Revenue Expectations: 2024 revenue is anticipated to be between $305 million and $311 million.
Adjusted EBITDA Expectations: 2024 adjusted EBITDA is raised to between $25 million and $27 million.
Bookings Expectations: Reiterating full year 2024 bookings expectations, including net new platform subscription client additions in the low 20s and a dollar-based retention rate between 100% and 106%.
Acquisition Strategy: Signed a definitive agreement to acquire Intraprise Health for $43 million, focusing on enhancing cybersecurity capabilities.
Growth Strategy: Expecting top line growth to accelerate back to double digits in 2025.
Client Migration: Continuing to migrate existing clients to the Ignite platform, with strong demand for additional applications.
Q4 2024 Revenue Guidance: Expect total revenue between $78 million and $84 million.
Q4 2024 Adjusted EBITDA Guidance: Expect adjusted EBITDA between $6.8 million and $8.8 million.
2025 Growth Expectations: Anticipate approximately 50% growth in adjusted EBITDA in 2025 compared to 2024.
Shareholder Return Plan: Health Catalyst has not announced any share buyback program or dividend program during this earnings call.
The earnings call presents mixed signals: the company reports revenue growth and exceeded EBITDA guidance, but faces macroeconomic and competitive pressures. The share repurchase program is positive, but the decline in gross margins and cash reserves, coupled with uncertain economic conditions, offset this. The Q&A indicates confidence in new client acquisition and tech margin improvement, but management's vague responses on Medicaid cuts raise concerns. Overall, the positive aspects are balanced by significant risks and uncertainties, leading to a neutral sentiment.

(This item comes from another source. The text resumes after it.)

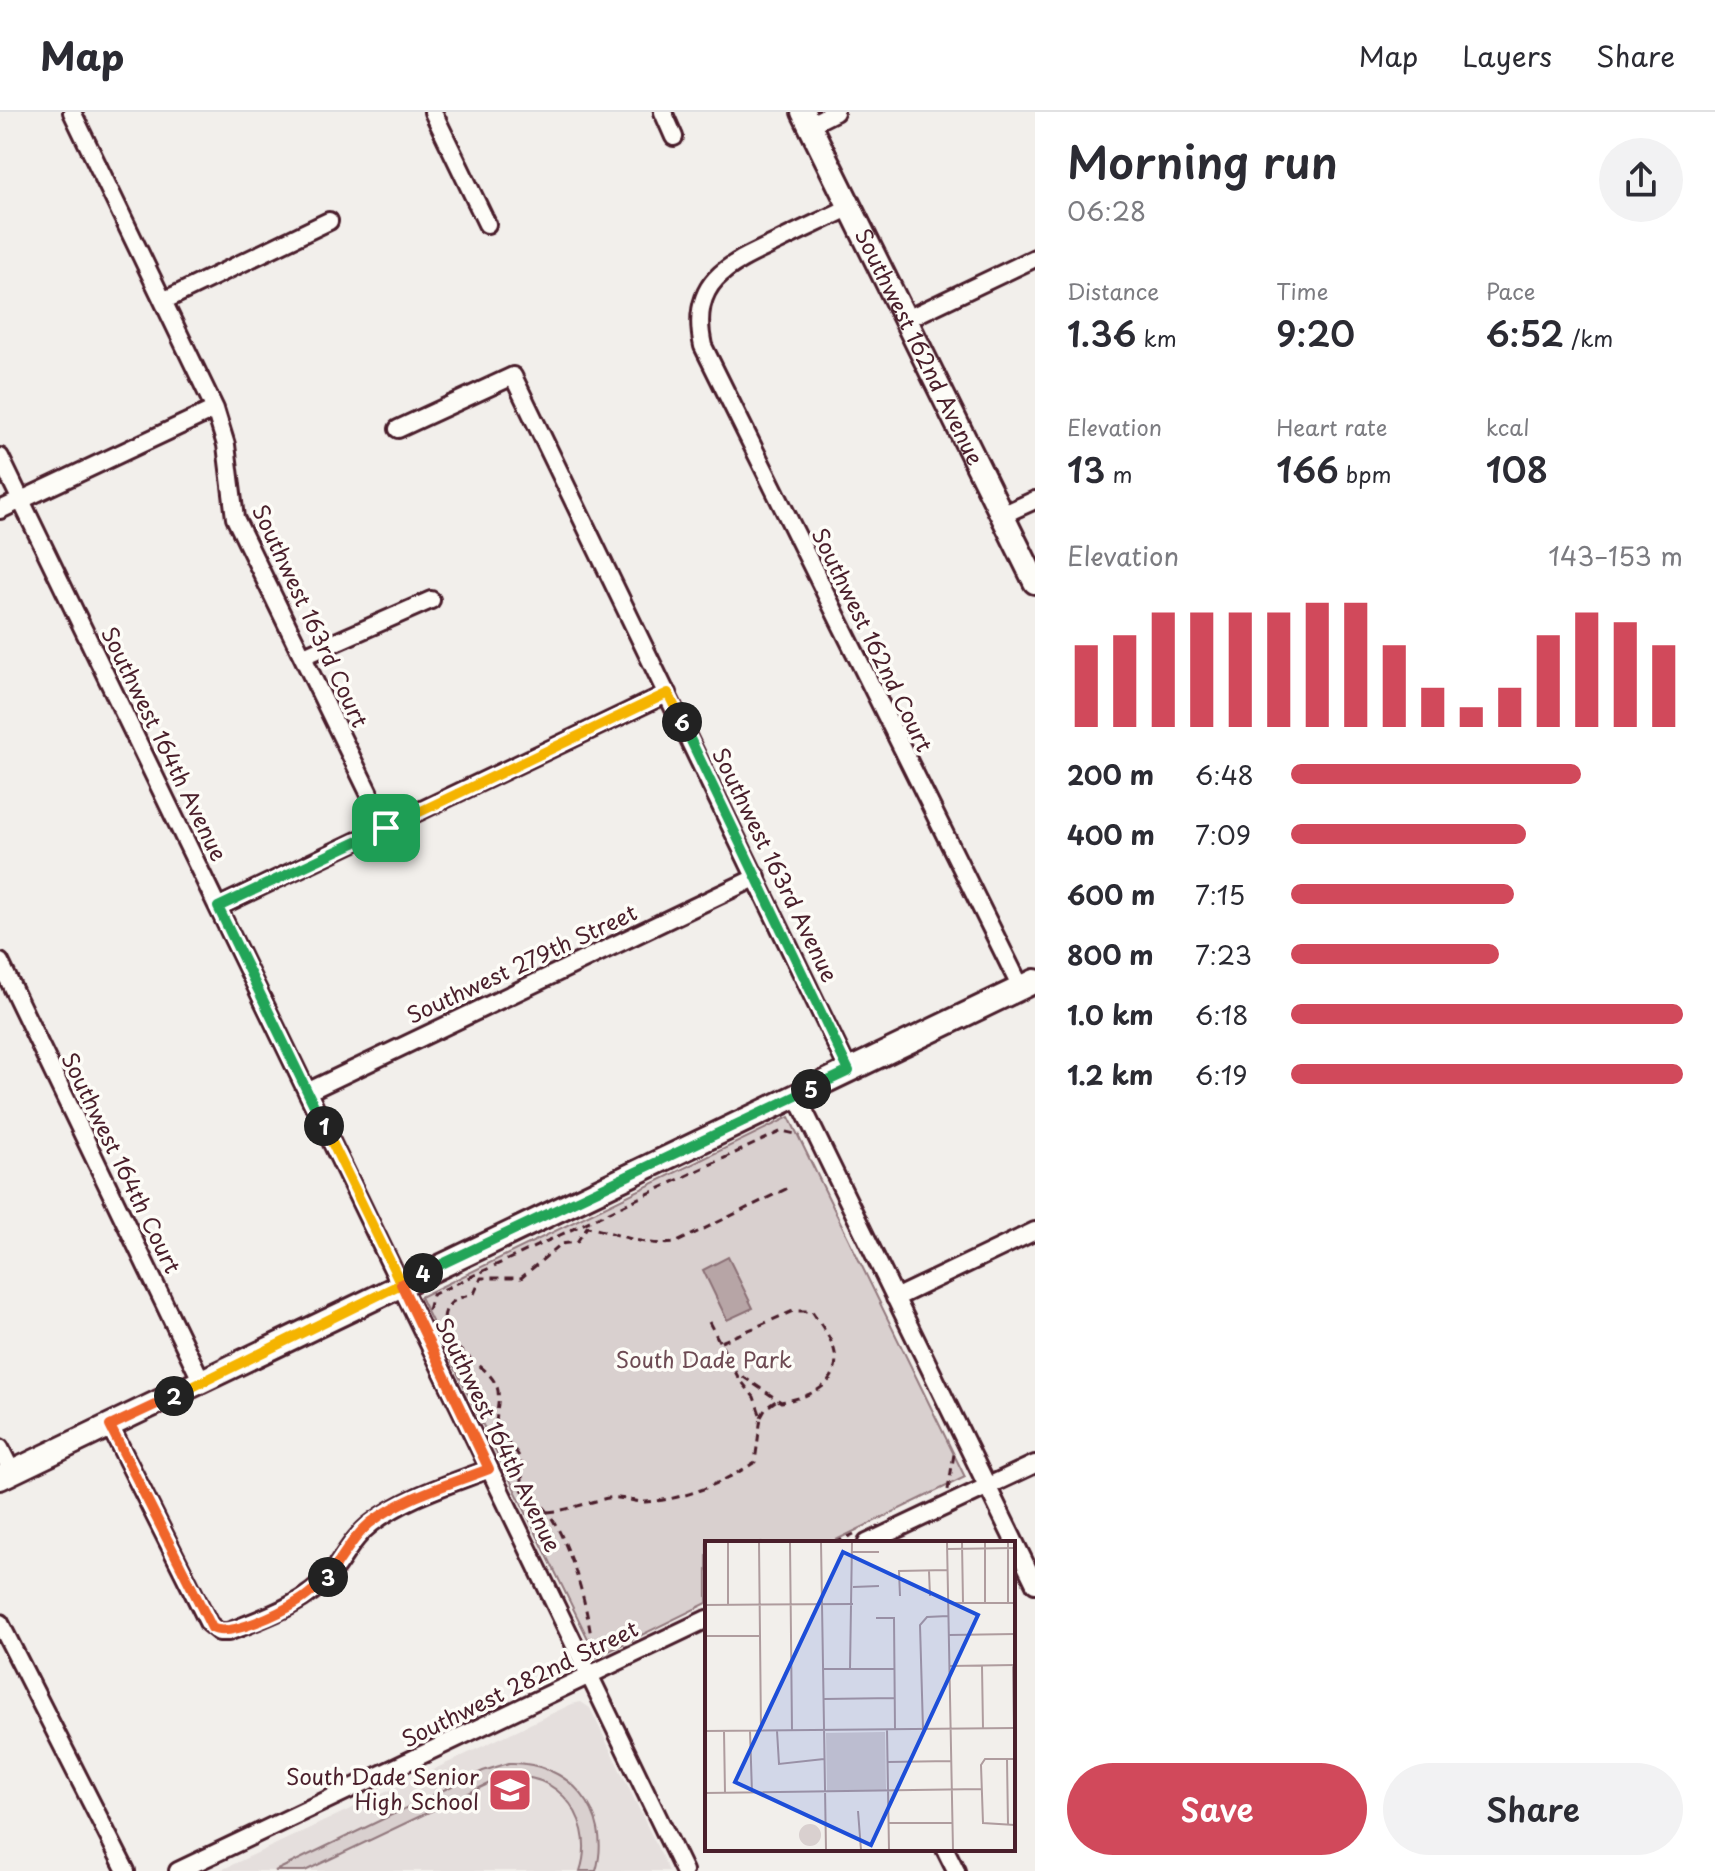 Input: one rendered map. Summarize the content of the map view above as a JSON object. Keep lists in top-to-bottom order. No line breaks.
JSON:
{"streets":{"street":["Southwest 162nd Avenue","Southwest 163rd Court","Southwest 162nd Court","Southwest 164th Avenue","Southwest 163rd Avenue","Southwest 279th Street","Southwest 164th Court","Southwest 282nd Street"]},"crossings":[["Southwest 162nd Avenue","Southwest 162nd Court"],["Southwest 164th Avenue","Southwest 279th Street"],["Southwest 164th Avenue","Southwest 282nd Street"],["Southwest 163rd Avenue","Southwest 279th Street"]],"parks":["South Dade Park"],"places":{"school or university":["South Dade Senior High School"]},"page":{"header":"Map","nav":["Map","Layers","Share"],"heading":["Morning run","06:28"],"stats":[["Distance","1.36 km"],["Time","9:20"],["Pace","6:52 /km"],["Elevation","13 m"],["Heart rate","166 bpm"],["kcal","108"]],"chart":["Elevation","143–153 m"],"pins":["6","5","1","4","2","3"],"list":[{"name":"200 m","note":"6:48"},{"name":"400 m","note":"7:09"},{"name":"600 m","note":"7:15"},{"name":"800 m","note":"7:23"},{"name":"1.0 km","note":"6:18"},{"name":"1.2 km","note":"6:19"}],"buttons":["Save","Share"]}} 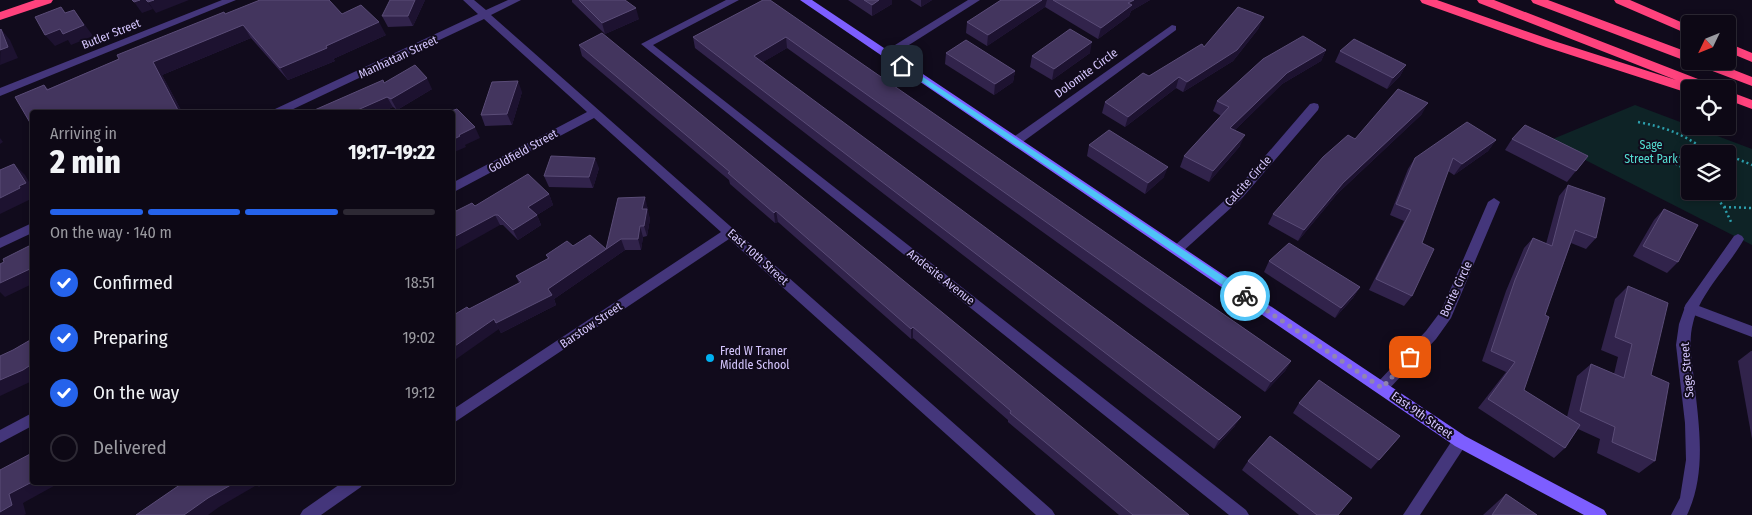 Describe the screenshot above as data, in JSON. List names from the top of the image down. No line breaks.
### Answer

The earnings call summary and Q&A session reveal several positive indicators: a slight revenue increase, improved EBITDA, successful client acquisitions, and optimistic 2025 growth expectations. Despite some integration risks and lack of shareholder return plans, the company's strong pipeline, international growth, and strategic acquisitions bolster the outlook. The positive sentiment is supported by management's confidence in achieving double-digit growth and significant EBITDA growth in 2025. The lack of negative guidance adjustments or major financial disappointments further supports a positive stock price movement prediction.
The earnings call highlights strong financial performance, optimistic guidance, and strategic growth initiatives. Despite some risks like revenue recognition delays and competitive pressures, the new Ignite platform and strategic acquisitions are expected to drive growth. The Q&A section reveals positive reception of new products and strong pipeline demand, indicating potential for margin improvement. The company's proactive approach to refinancing and capital deployment further supports a positive outlook. Given the overall sentiment and market dynamics, a positive stock price movement (2% to 8%) is anticipated over the next two weeks.